* _Data under study_
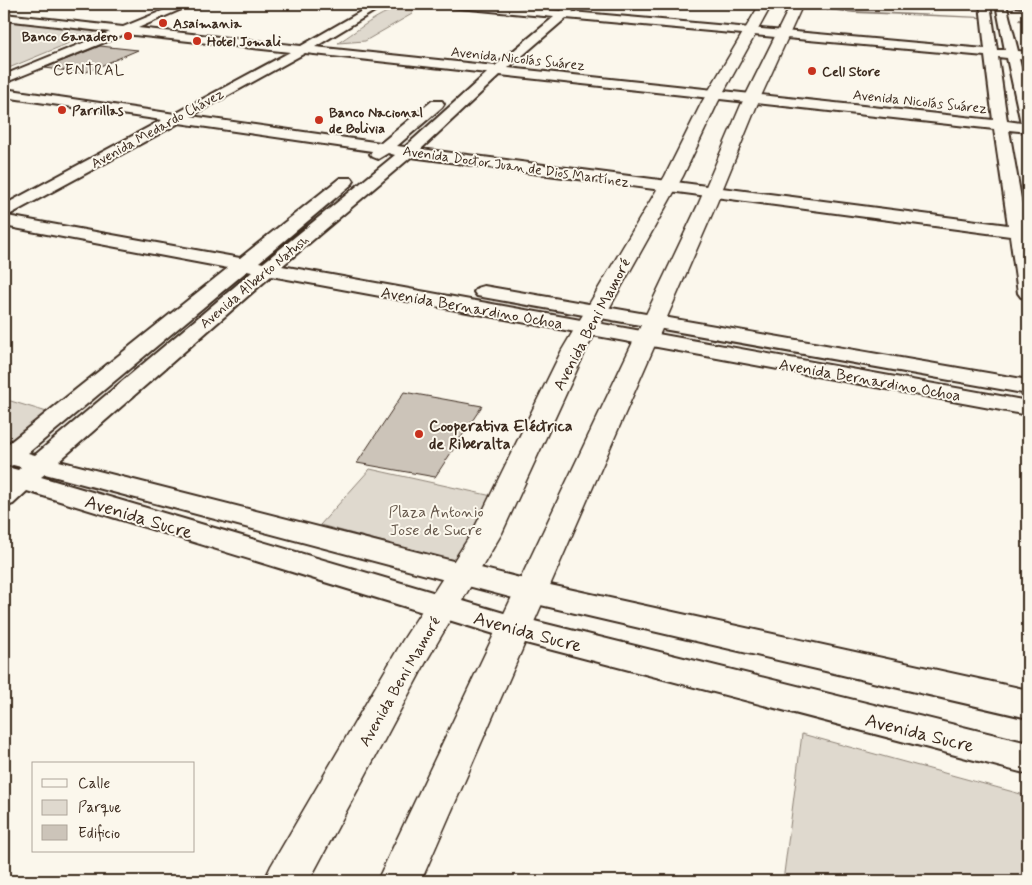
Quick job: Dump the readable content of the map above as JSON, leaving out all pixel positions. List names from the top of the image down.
{
  "streets": {
    "street": [
      "Avenida Nicolás Suárez",
      "Avenida Medardo Chávez",
      "Avenida Doctor Juan de Dios Martínez",
      "Avenida Alberto Natush",
      "Avenida Bernardino Ochoa",
      "Avenida Beni Mamoré",
      "Avenida Sucre"
    ]
  },
  "crossings": [
    ["Avenida Nicolás Suárez", "Avenida Medardo Chávez"],
    ["Avenida Nicolás Suárez", "Avenida Alberto Natush"],
    ["Avenida Nicolás Suárez", "Avenida Beni Mamoré"],
    ["Avenida Medardo Chávez", "Avenida Doctor Juan de Dios Martínez"],
    ["Avenida Medardo Chávez", "Avenida Bernardino Ochoa"],
    ["Avenida Doctor Juan de Dios Martínez", "Avenida Alberto Natush"],
    ["Avenida Doctor Juan de Dios Martínez", "Avenida Beni Mamoré"],
    ["Avenida Alberto Natush", "Avenida Bernardino Ochoa"],
    ["Avenida Alberto Natush", "Avenida Sucre"],
    ["Avenida Bernardino Ochoa", "Avenida Beni Mamoré"],
    ["Avenida Beni Mamoré", "Avenida Sucre"]
  ],
  "districts": ["CENTRAL"],
  "parks": ["Plaza Antonio Jose de Sucre"],
  "places": [
    "Asaimania",
    "Banco Ganadero",
    "Hotel Jomali",
    "Cell Store",
    "Parrillas",
    "Banco Nacional de Bolivia",
    "Cooperativa Eléctrica de Riberalta"
  ],
  "legend": ["Calle", "Parque", "Edificio"]
}
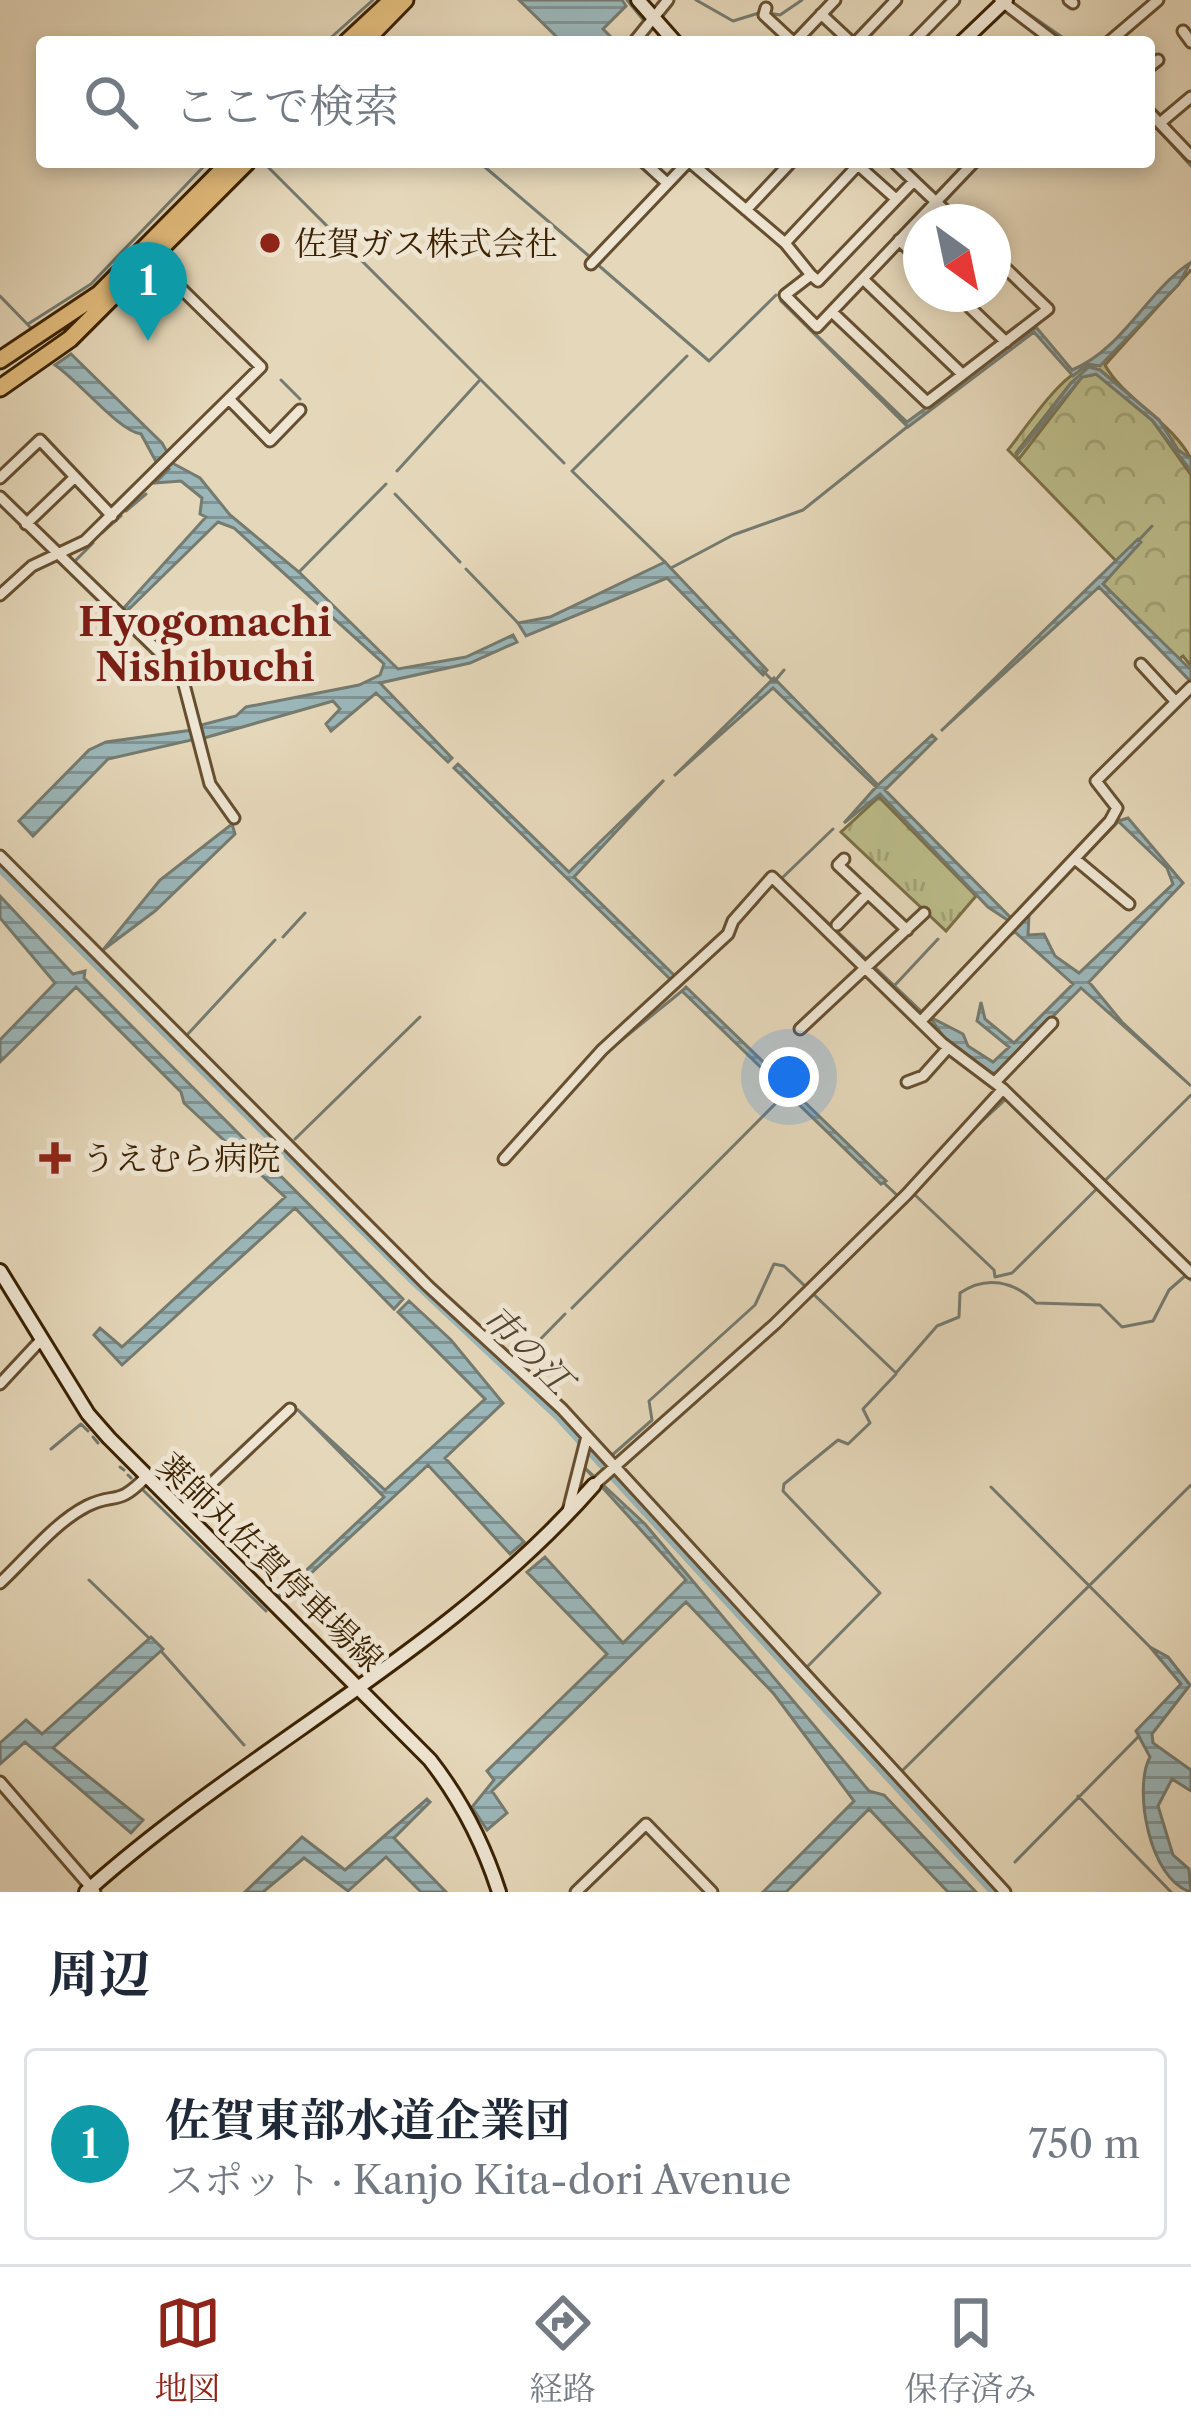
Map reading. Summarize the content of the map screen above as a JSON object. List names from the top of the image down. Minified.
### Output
{"streets":{"main road":["薬師丸佐賀停車場線"]},"districts":["Hyogomachi Nishibuchi"],"water":["市の江"],"places":{"other":["佐賀ガス株式会社"],"health":["うえむら病院"]},"north":"bottom right","page":{"search":"ここで検索","pins":"1","heading":"周辺","list":[{"mark":"1","name":"佐賀東部水道企業団","note":"スポット · Kanjo Kita-dori Avenue","value":"750 m"}],"nav":["地図","経路","保存済み"]}}
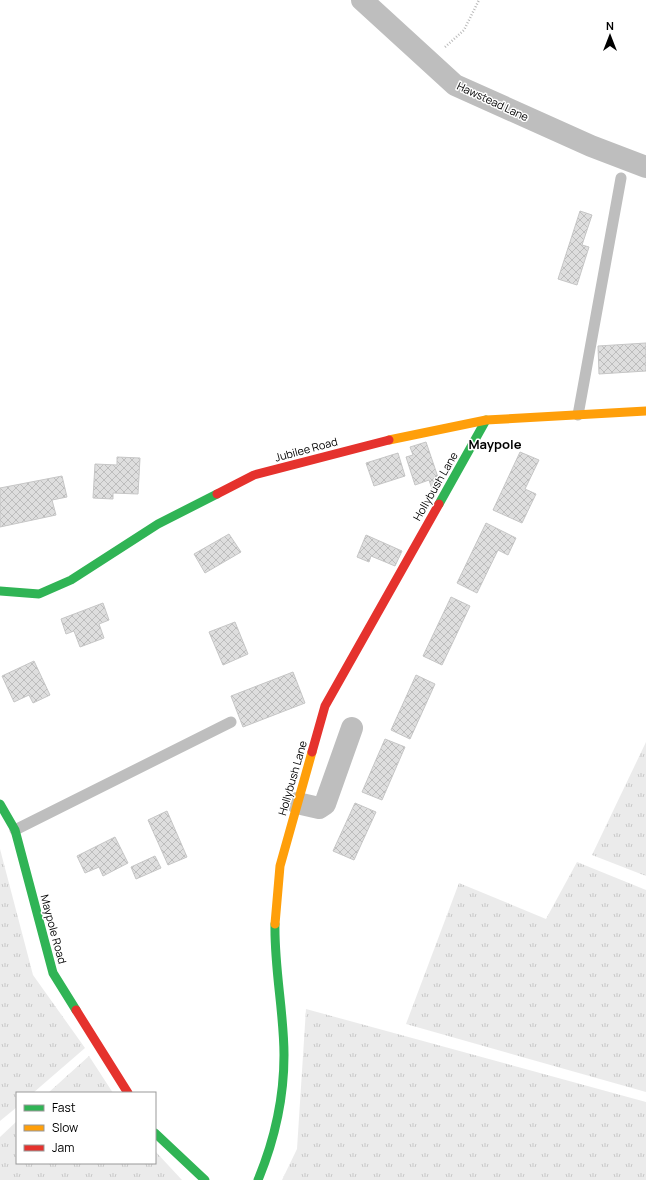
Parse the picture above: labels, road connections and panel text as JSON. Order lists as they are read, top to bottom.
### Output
{
  "streets": {
    "street": [
      "Hawstead Lane",
      "Jubilee Road",
      "Hollybush Lane",
      "Maypole Road"
    ]
  },
  "crossings": [
    ["Jubilee Road", "Hollybush Lane"]
  ],
  "districts": ["Maypole"],
  "legend": ["Fast", "Slow", "Jam"],
  "north": "top"
}
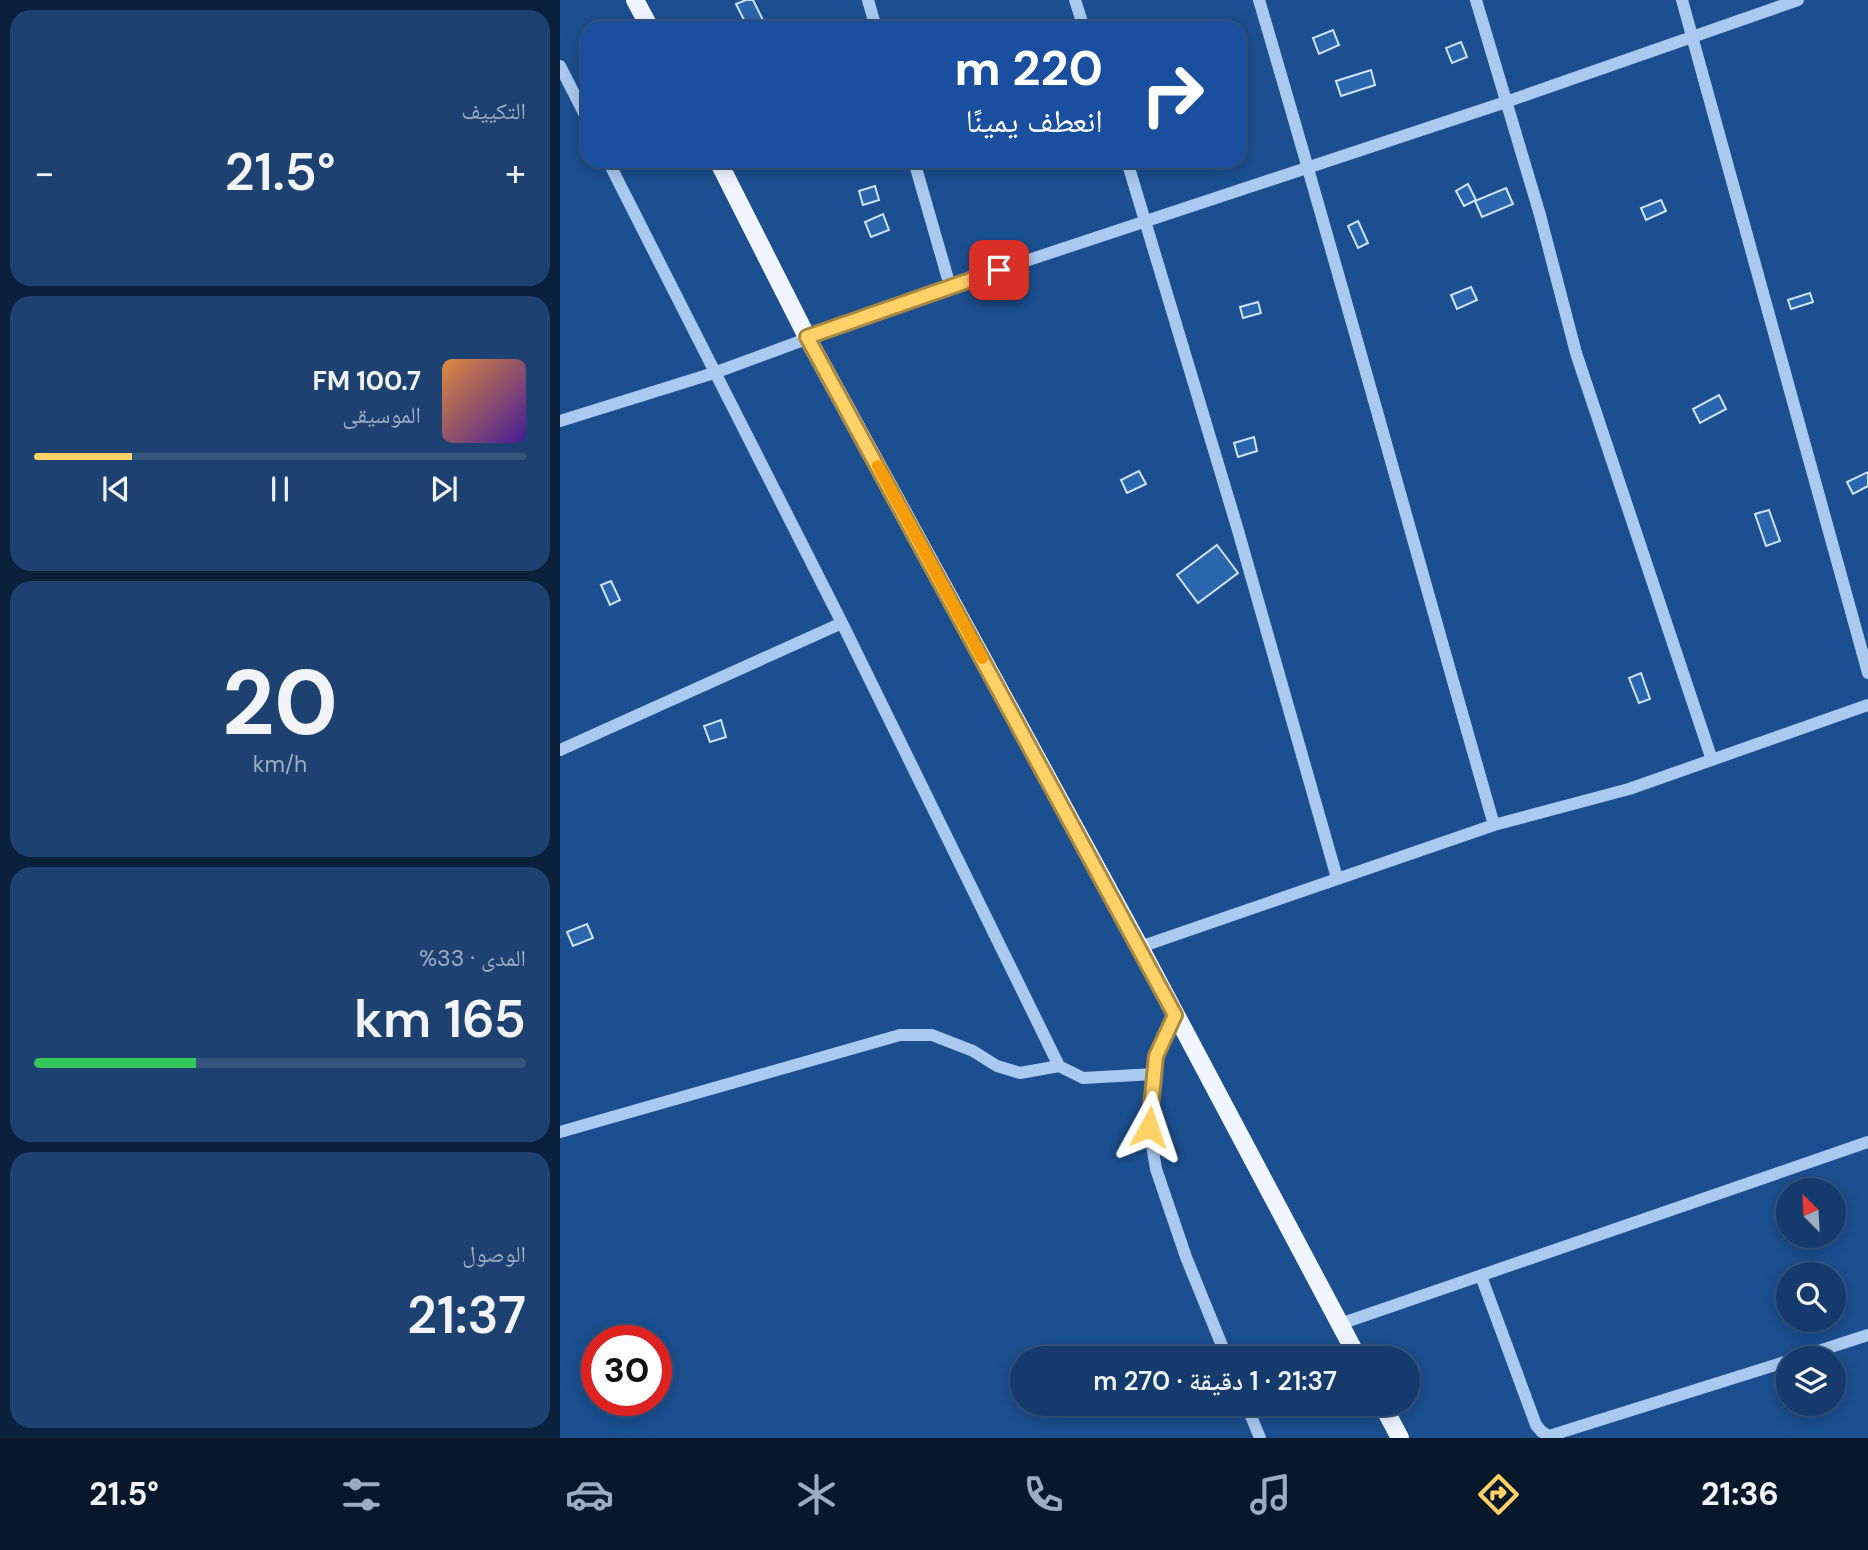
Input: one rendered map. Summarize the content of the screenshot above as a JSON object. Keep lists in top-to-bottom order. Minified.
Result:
{"north":"top left","page":{"tile":["التكييف",["20","km/h"],["المدى · 33%","165 km"],["الوصول","21:37"]],"turn":["220 m","انعطف يمينًا"],"heat":["−","21.5°","+"],"song":["100.7 FM","الموسيقى"],"limit":"30","trip":"21:37 · 1 دقيقة · 270 m","tabs":["21:36","21.5°"]}}
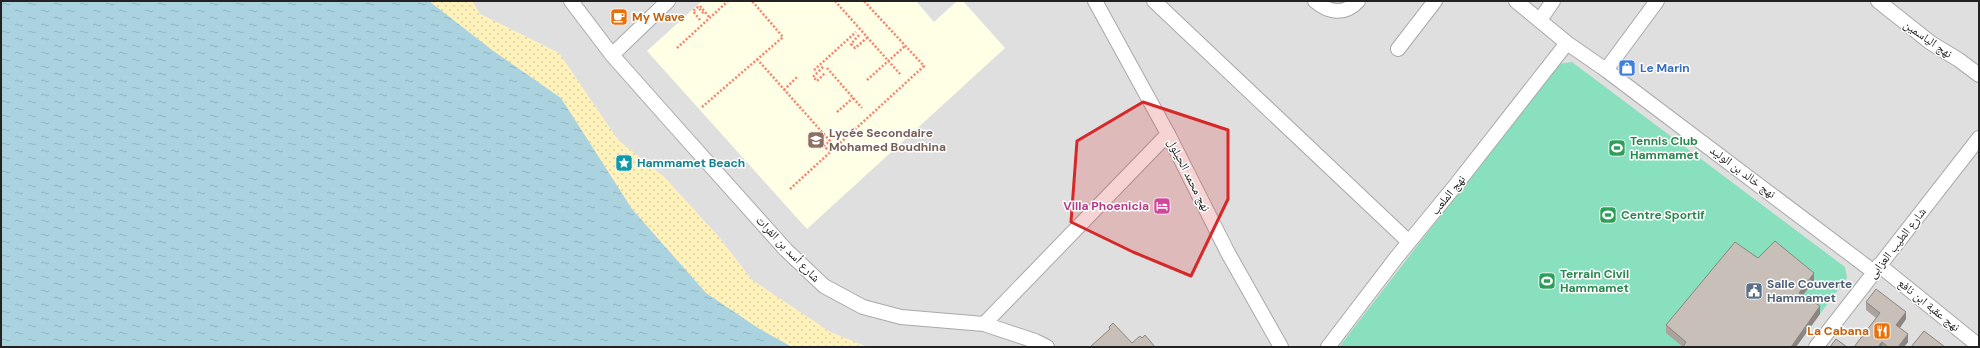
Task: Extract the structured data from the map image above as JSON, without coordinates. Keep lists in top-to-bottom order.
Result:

* _Problem to work on_
Write out exactly the lines beginning with the line that holds "Input: one rendered" and ending with the final line of the data, both ends included, without the pictures.

* _Solution_
Input: one rendered map. Summarize the content of the screenshot above as a JSON object. Keep lists in top-to-bottom order. Minified.
Result:
{"north":"top left","page":{"tile":["التكييف",["20","km/h"],["المدى · 33%","165 km"],["الوصول","21:37"]],"turn":["220 m","انعطف يمينًا"],"heat":["−","21.5°","+"],"song":["100.7 FM","الموسيقى"],"limit":"30","trip":"21:37 · 1 دقيقة · 270 m","tabs":["21:36","21.5°"]}}
Task: Extract the structured data from the map image above as JSON, without coordinates. Keep lists in top-to-bottom order.
Result:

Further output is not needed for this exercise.